In the forming step, residual stress is applied to the sliced soft magnetic metal powder while molding is performed by plastic deformation of the sliced soft magnetic metal powder due to external heat and pressure, and the residual stress inhibits anisotropy of the magnetic particles from being increased The permeability can be lowered. That is, in the case of Comparative Example 3, as the pressing time is longer than that in Examples 7 to 10, the residual stress existing in the soft magnetic bond material is increased and it can be judged that the magnetic permeability value is low.
Therefore, the pressing time of the slaked soft magnetic metal powder and the binder mixture may be preferably from 2 to 30 minutes, and when the mass productivity is considered together, the pressing time may be more preferably from 5 to 20 minutes.
In order to analyze the magnetic permeability characteristics of the soft magnetic bond material according to the temperature at which the mixture of the flaky dust powder and the binder resin was hot pressed, composite materials were prepared and the permeability was measured under the following conditions.
[Example 11]
Composite materials were prepared in the same ring form as in Example 4 by mixing 95 wt% of the sprue dust powder and 5 wt% of a solid phase phenol resin and applying a pressing force of 1 ton / cm 2 at 160 캜 for 5 minutes.
[Example 12]
A composite material was produced under the same conditions as in Example 11, except that the temperature of the mixture was changed to 180 ° C during hot pressing.
[Comparative Example 4]
A composite material was produced under the same conditions as in Example 11, except that the temperature was changed to 140 ° C during the hot pressing of the mixture.
[Comparative Example 5]
A composite material was prepared under the same conditions as in Example 11, except that the temperature was set to 200 ° C during the hot pressing of the mixture.
[Experimental Example 4]
The permeability of the composite material prepared according to the above Examples and Comparative Examples was measured using an impedance analyzer (HP 4294A) in the frequency band of 10 kHz to 100 MHz, and the results thereof are shown in Table 4. (The permeability in Table 4 represents the permeability at 200 kHz.)
division
Comparative Example 4
Example 11
Example 12
Comparative Example 5
Molding temperature [캜]
140
160
180
200
The real magnetic permeability (μ ')
83.35
87.15
90.23
87.35
Implied magnetic permeability (μ '')
2.01
2.72
2.82
2.95
Q factor (μ '/ μ'')
41.47
32.04
32.00
29.61
Referring to Table 4, among the composite materials produced under the same conditions except for the molding temperature, the permeability of Examples 11 and 12, which were manufactured at a molding temperature of 160 ° C and a molding temperature of 180 ° C, exhibited the best characteristics . Continuing with Table 4, it can be seen that as the forming temperature increases from 140 ° C to 200 ° C, the imaginary permeability tends to increase continuously, while the real permeability increases and decreases from 180 ° C to 200 ° C .

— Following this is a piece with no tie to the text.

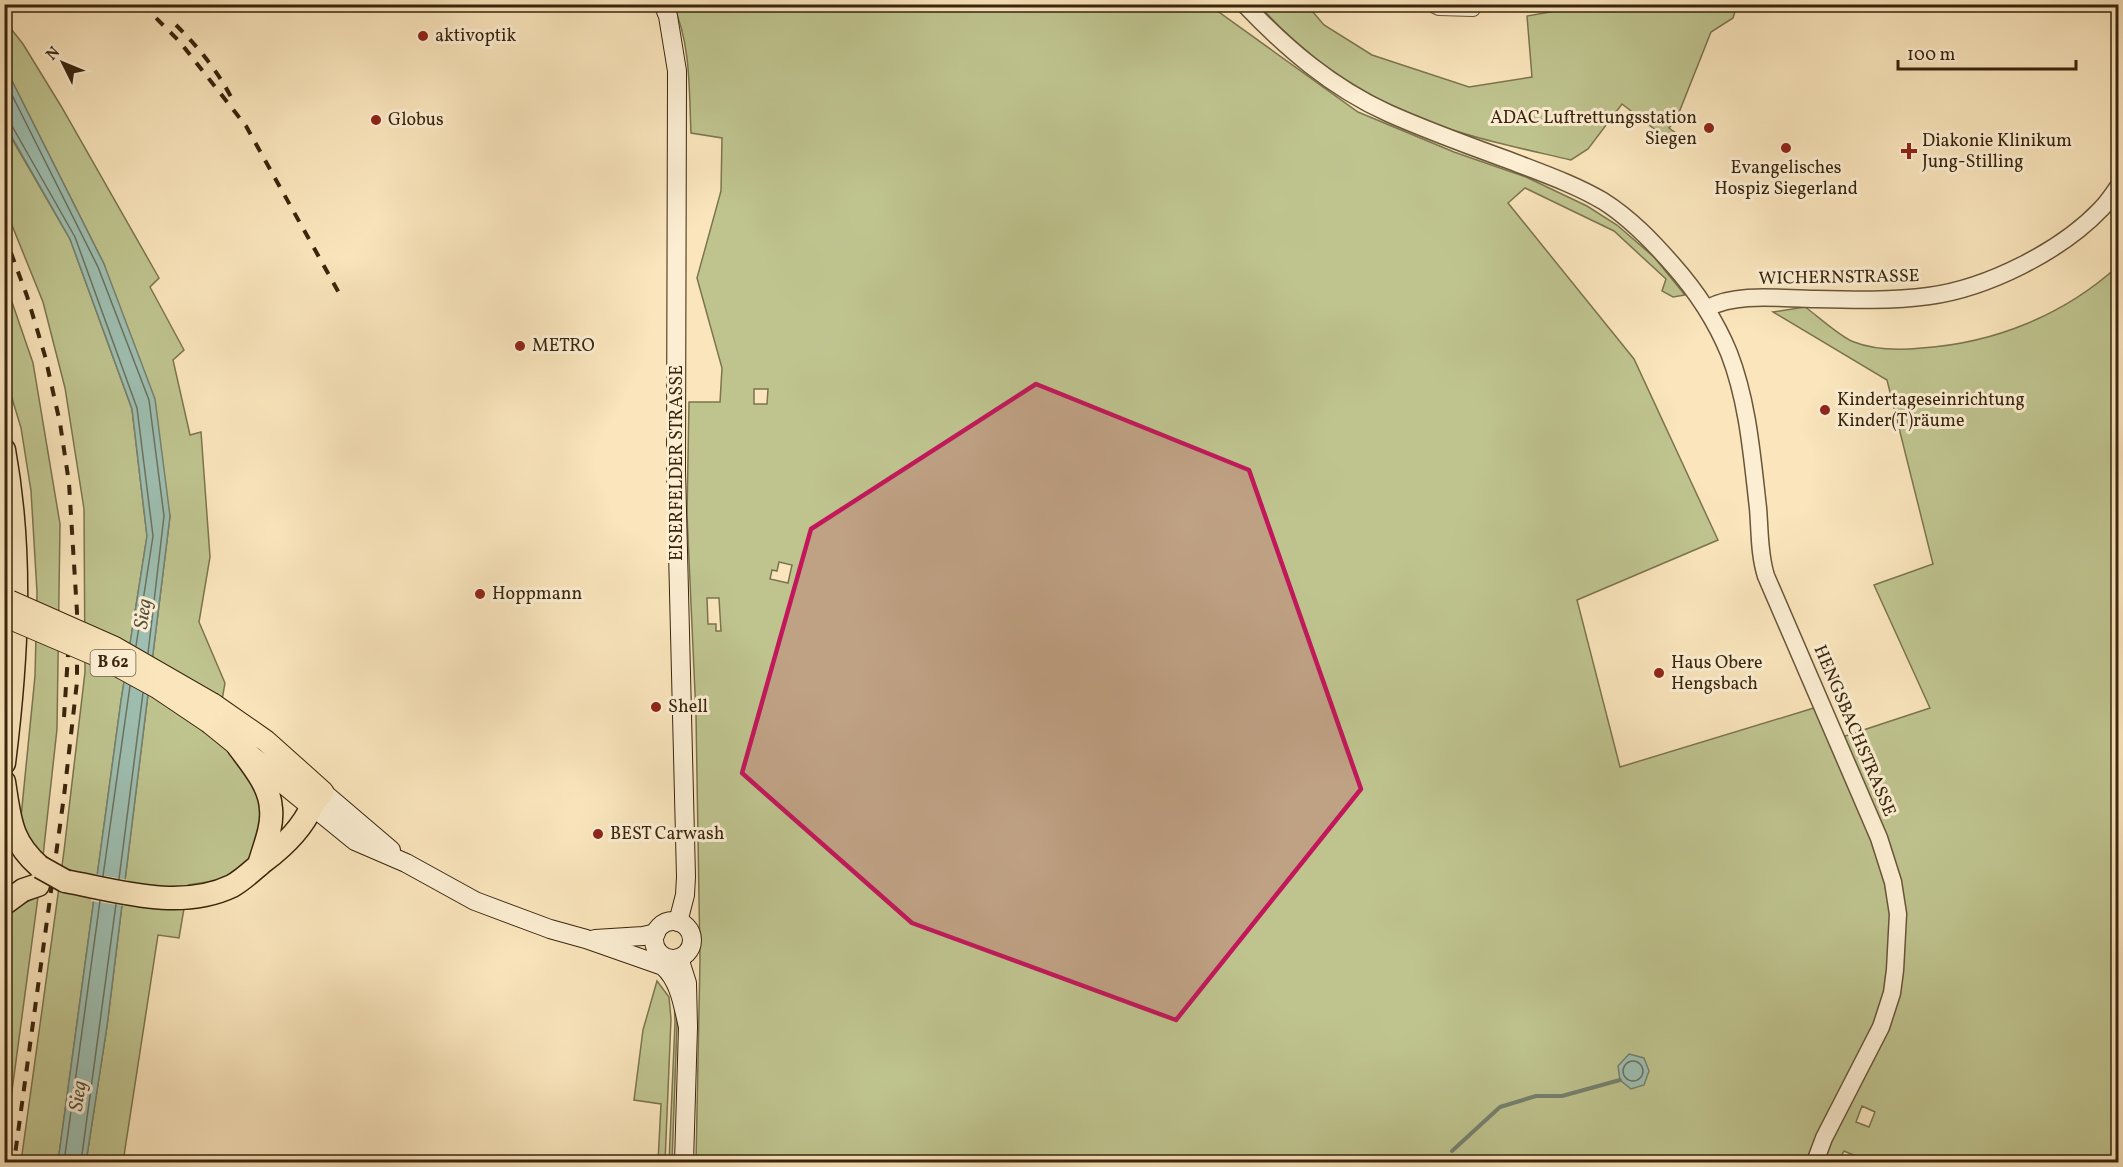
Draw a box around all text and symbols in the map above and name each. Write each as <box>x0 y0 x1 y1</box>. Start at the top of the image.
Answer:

Therefore, it is preferable that the forming temperature is not higher than 190 캜 when hot pressing the soft magnetic metal powder and the binder mixture, and if the temperature is low, the hardening time of the binder becomes long and the working time becomes long It may be desirable to perform the molding process at a temperature of 150 DEG C or higher.
The following experiments were carried out to analyze the density and permeability characteristics of the material produced according to the pressure applied to the mixture during the hot press forming of the mixture of the flaky dust powder and the binder resin.
[Example 13]
Composite materials were prepared in the same ring form as in Example 4 by mixing 95 wt% of the sprue dust powder and 5 wt% of a solid phase phenol resin and applying a pressing force of 1 ton / cm 2 at 170 캜 for 5 minutes.
[Example 14]
A composite material was prepared under the same conditions as in Example 13, except that a pressing force of 1.7 ton / cm < 2 > was applied to the mixture of the flaky dust powder and the phenolic resin under hot pressing.
[Example 15]
A composite material was prepared under the same conditions as in Example 13, except that a pressing force of 2.5 ton / cm < 2 > was applied to the mixture of the flaky dust powder and the phenolic resin under hot pressing.
[Example 16]
A composite material was prepared under the same conditions as in Example 13 except that a pressing force of 3 ton / cm < 2 > was applied during hot pressing of the mixture of the flaky dust powder and the phenolic resin.
[Comparative Example 6]
A composite material was prepared under the same conditions as in Example 13 except that a pressing force of 0.5 ton / cm < 2 > was applied during hot pressing of the mixture of the flaky dust powder and the phenolic resin.
[Experimental Example 5]
The permeability of the composite material prepared according to Comparative Example 6 and Examples 13 to 16 was measured using an impedance analyzer (HP 4294A) in the frequency band of 10 kHz to 100 MHz, and the results are shown in Table 5 . (The permeability in Table 5 represents the permeability at 200 kHz.)
division
Comparative Example 6
Example 13
Example 14
Example 15
Example 16
Pressing force [ton / cm 2 ]
0.5
One
1.7
2.5
3
Magnetic material density [g / cc]
3.9
4.4
4.8
5.2
5.4
The real magnetic permeability (μ ')
87.65
89.19
136.41
152.34
135.23
Implied magnetic permeability (μ '')
2.51
2.76
3.91
4.23
3.95
Q factor (μ '/ μ'')
34.92
32.32
34.89
36.01
34.24
Referring to Table 5, the magnitude of the pressing force can see that indicates a tendency to decrease with increase in 0.5ton / cm 2 to 3ton / cm 2, to check that the increase in density of the material, while increasing the real part permeability have.
The soft magnetic bond materials of Examples 13 and 16 produced by applying a pressing force in the range of 1 to 3ton / cm 2 had good density and real magnetic permeability, and in particular, the soft magnetic bond materials of Examples 15 and 16 It can be confirmed that the density has a real magnetic permeability value of at least 5 g / cc.
Also, in Example 16 in which the highest pressure is applied, it can be seen that the density is the highest value, while the permeability is lower than in Examples 14 and 15. [ These results indicate that the density of the material is increased by increasing the orientation of the soft magnetic metal powder as the pressing force is higher than those of Examples 13 to 15 and the real magnetic permeability is decreased by the increase of the residual stress due to the excessive pressure can do.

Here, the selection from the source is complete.